For 47 years, my Mom has been one of my biggest supporters and cheerleaders. She’s watched me keep the upper-hand on cystic fibrosis, then watched cystic fibrosis slowly gain the upper-hand on me – then she rejoiced when a beautiful person and family gave me two new lungs.
She loves “pinning” people with “Donate Life” lapel pins. She doesn’t just give them a pin – she tells them a story. She tells of her son struggling – and she tells of a beautiful girl from Iowa who saved his life. If her son is anywhere near her when she’s telling this story, she pulls him over and introduces him. Under other circumstances, he might be a little embarrassed about this – but he can see the pride and joy in her eyes while she’s talking to them.
She wants to write that beautiful girl’s Mom a letter, but she cries anytime she thinks about it. That Mom lost a precious and beautiful daughter, but because of her and them, she didn’t lose her son.
Over the years she has probably touched over 10,000 lives with her story. I know that Gift of Hope has given her over 10,000 pins – and they’re gone… Lately, she has stuffed hundreds of little plastic bags with green “Donate Life / Done Vida” wrist bands, a “Donate Life” lapel pin, and she folds up a copy of a this little poem and puts it in each bag:
To Remember Me by Robert Test
At a certain moment a doctor will determine that my brain has ceased to function and that, for all intents and purposes, my life has stopped. When that happens, do not attempt to instill artificial life into my body by the use of a machine.
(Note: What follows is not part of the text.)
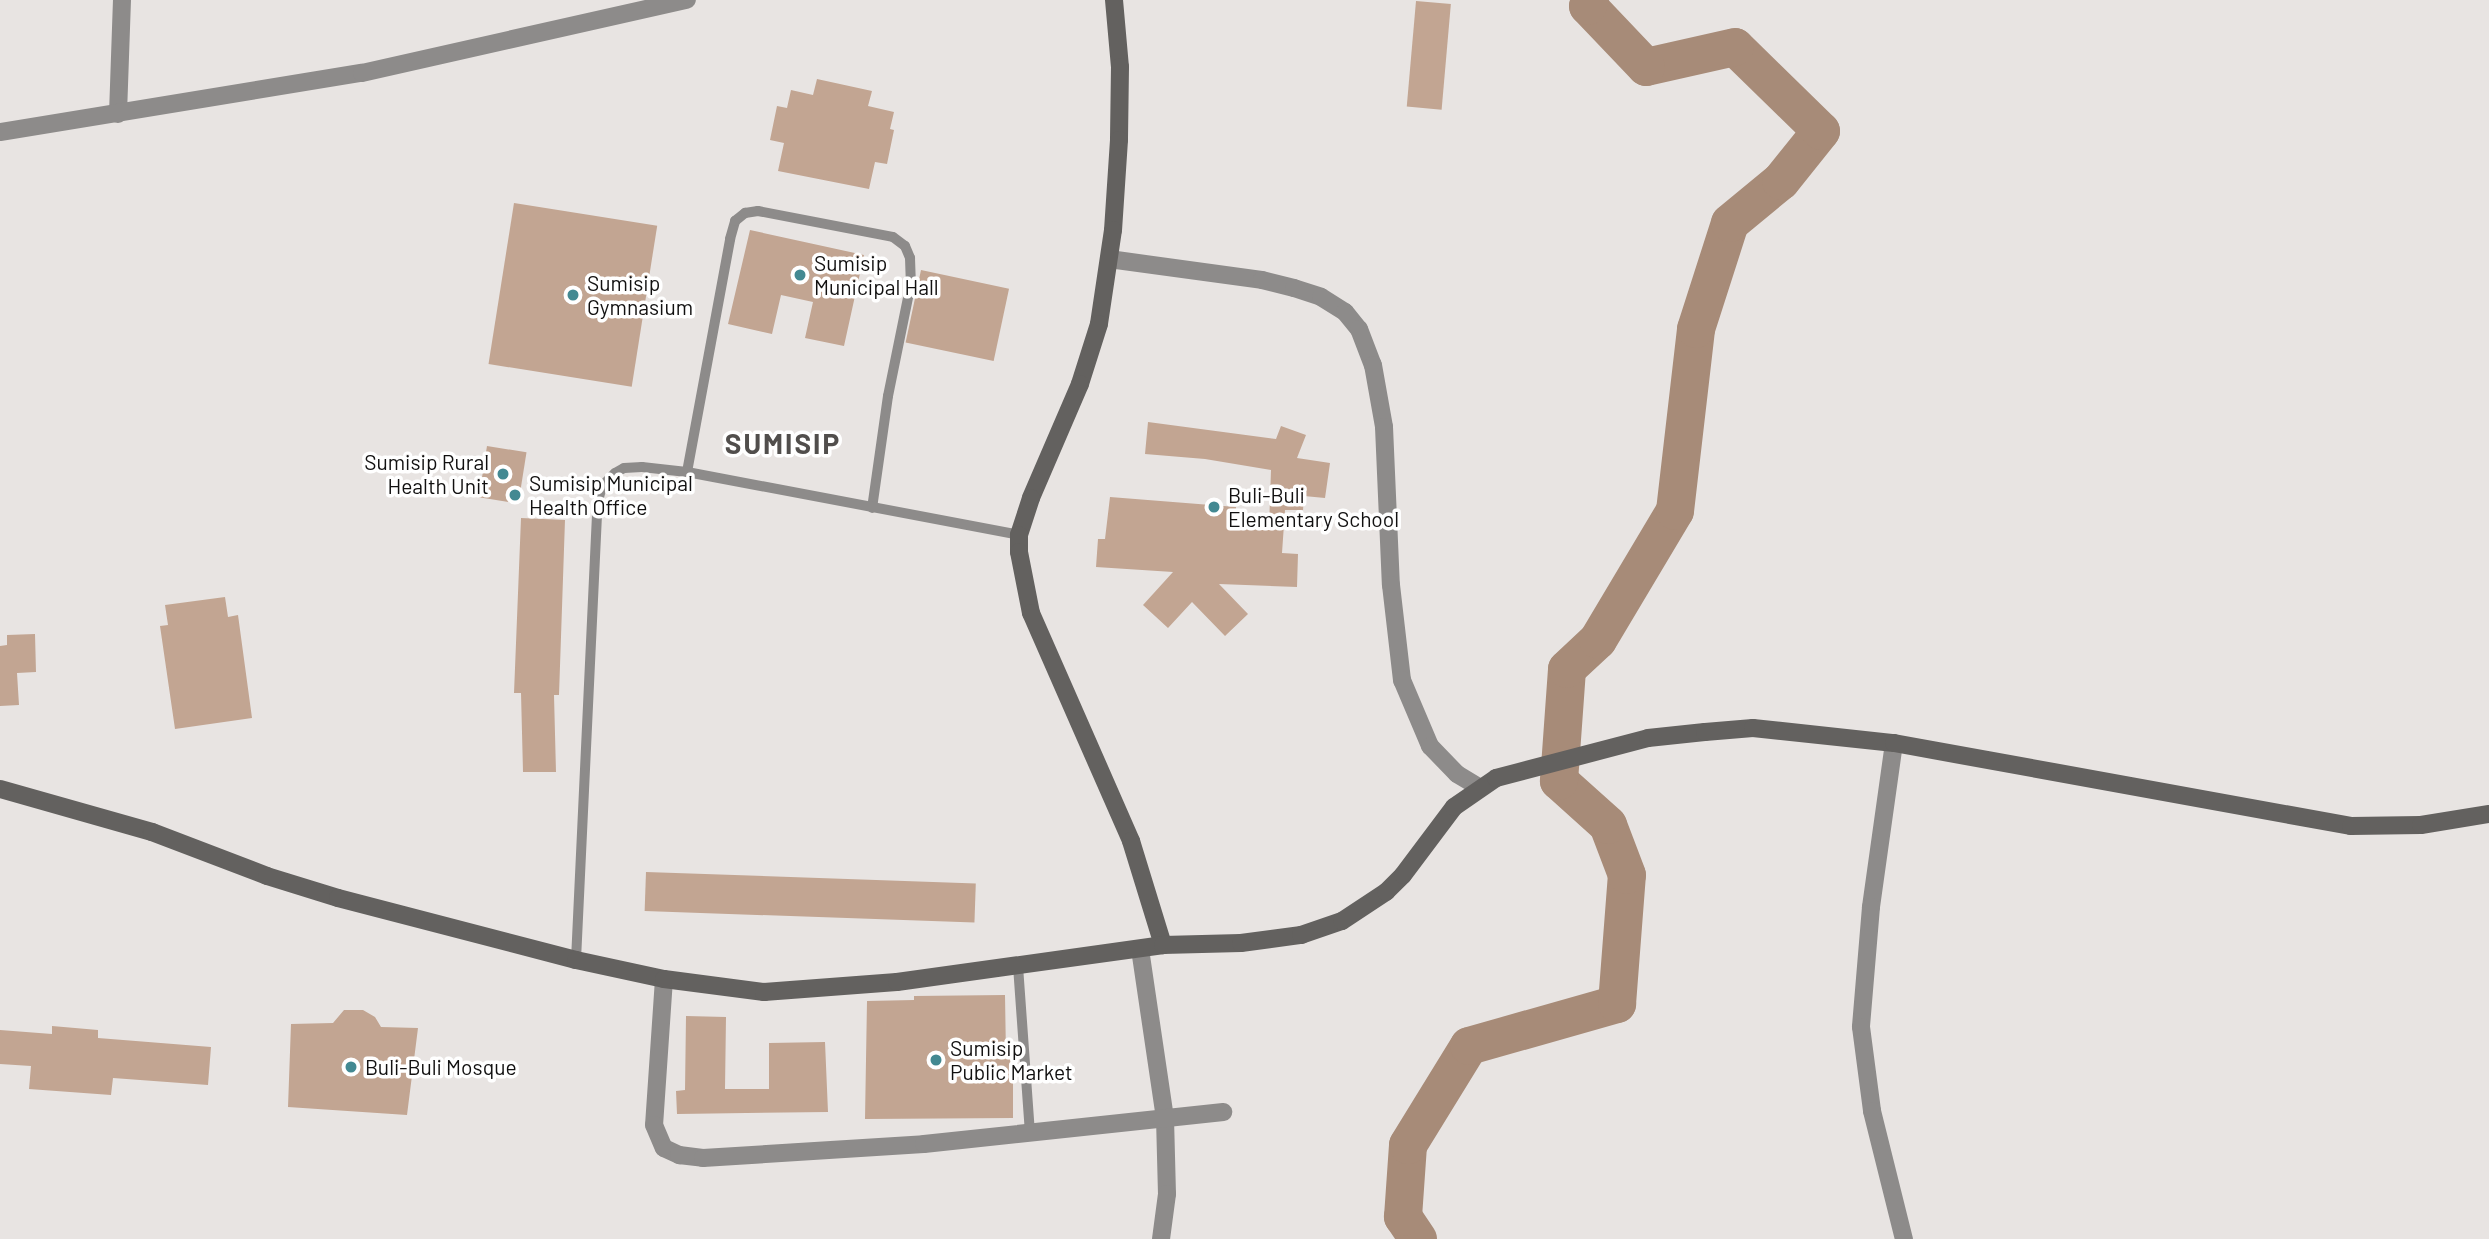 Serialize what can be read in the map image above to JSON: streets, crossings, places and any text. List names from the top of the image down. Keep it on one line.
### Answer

And don't call this my "deathbed." Call it my "bed of life," and let my body be taken from it to help others lead fuller lives.
Give my sight to a man who has never seen a sunrise, a baby's face or love in the eyes of a woman.
Give my heart to a person whose own heart has caused nothing but endless days of pain.
Give my blood to the teen-ager who has been pulled from the wreckage of his car, so that he might live to see his grandchildren play.
Give my kidneys to one who depends on a machine to exist from week to week.
Take my bones, every muscle, every fiber and nerve in my body, and find a way to make a crippled child walk.
Explore every corner of my brain. Take my cells, if necessary, and let them grow so that someday a speechless boy will shout at the crack of a bat and a deaf girl will hear the sound of rain against her windows.
Burn what is left of me and scatter the ashes to the winds to help the flowers grow.
If you must bury something, let it be my faults, my weaknesses, and all my prejudice against my fellow man.
Give my sins to the devil. Give my soul to God. If, by chance, you wish to remember me, do it with a kind deed or word to someone who needs you. If you do all I have asked, I will live forever.
I know a beautiful girl from Iowa who will live forever. And I know a couple of Moms (and Dads) from Illinois and Iowa who will live forever in my heart.